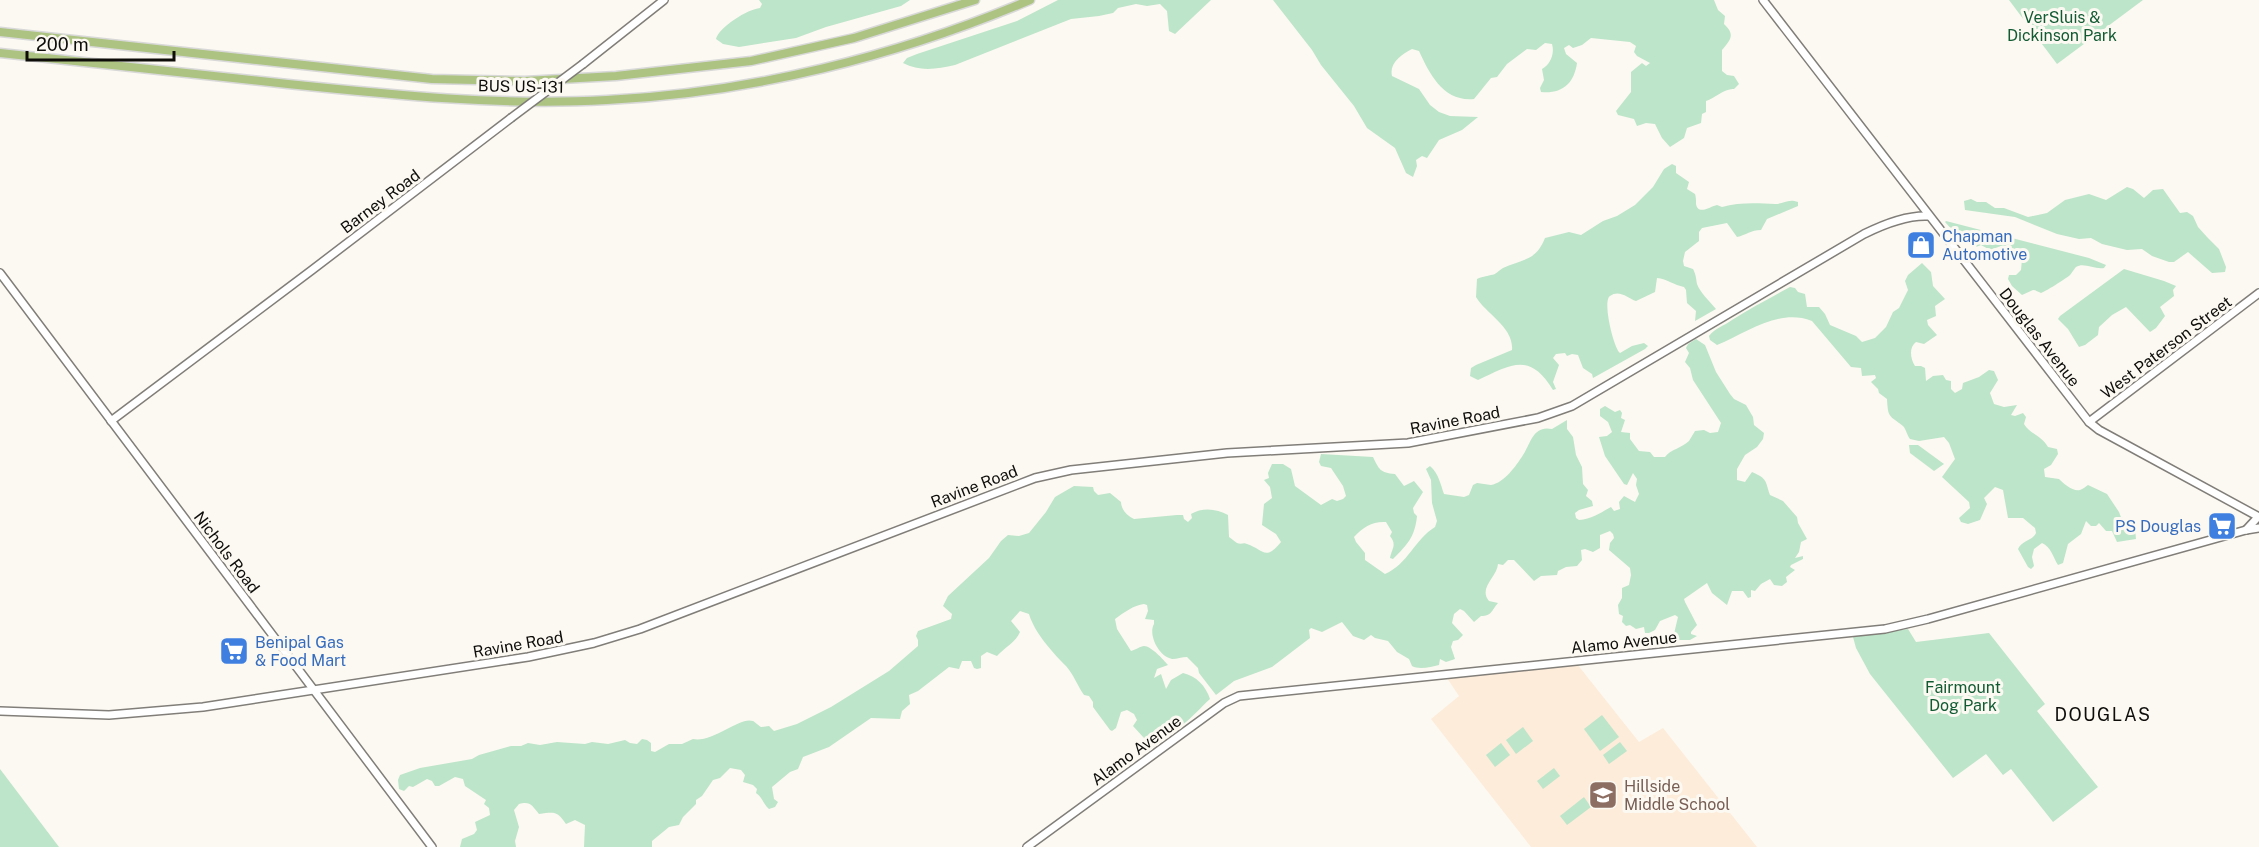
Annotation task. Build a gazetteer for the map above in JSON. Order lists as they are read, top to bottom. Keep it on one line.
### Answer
{"streets":{"highway":["BUS US-131"],"street":["Barney Road","Douglas Avenue","West Paterson Street","Ravine Road","Nichols Road","Alamo Avenue"]},"crossings":[["Barney Road","Nichols Road"],["Douglas Avenue","West Paterson Street"],["Douglas Avenue","Ravine Road"],["Ravine Road","Nichols Road"]],"districts":["DOUGLAS"],"parks":["VerSluis & Dickinson Park","Fairmount Dog Park"],"places":{"shop":["Chapman Automotive"],"supermarket":["PS Douglas","Benipal Gas & Food Mart"],"school or university":["Hillside Middle School"]},"scale_bar":"200 m"}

## Exercise aim
Excluding all images, transcribe the material word for word.

## Solution to this exercise
Annotation task. Build a gazetteer for the map above in JSON. Order lists as they are read, top to bottom. Keep it on one line.
### Answer
{"streets":{"highway":["BUS US-131"],"street":["Barney Road","Douglas Avenue","West Paterson Street","Ravine Road","Nichols Road","Alamo Avenue"]},"crossings":[["Barney Road","Nichols Road"],["Douglas Avenue","West Paterson Street"],["Douglas Avenue","Ravine Road"],["Ravine Road","Nichols Road"]],"districts":["DOUGLAS"],"parks":["VerSluis & Dickinson Park","Fairmount Dog Park"],"places":{"shop":["Chapman Automotive"],"supermarket":["PS Douglas","Benipal Gas & Food Mart"],"school or university":["Hillside Middle School"]},"scale_bar":"200 m"}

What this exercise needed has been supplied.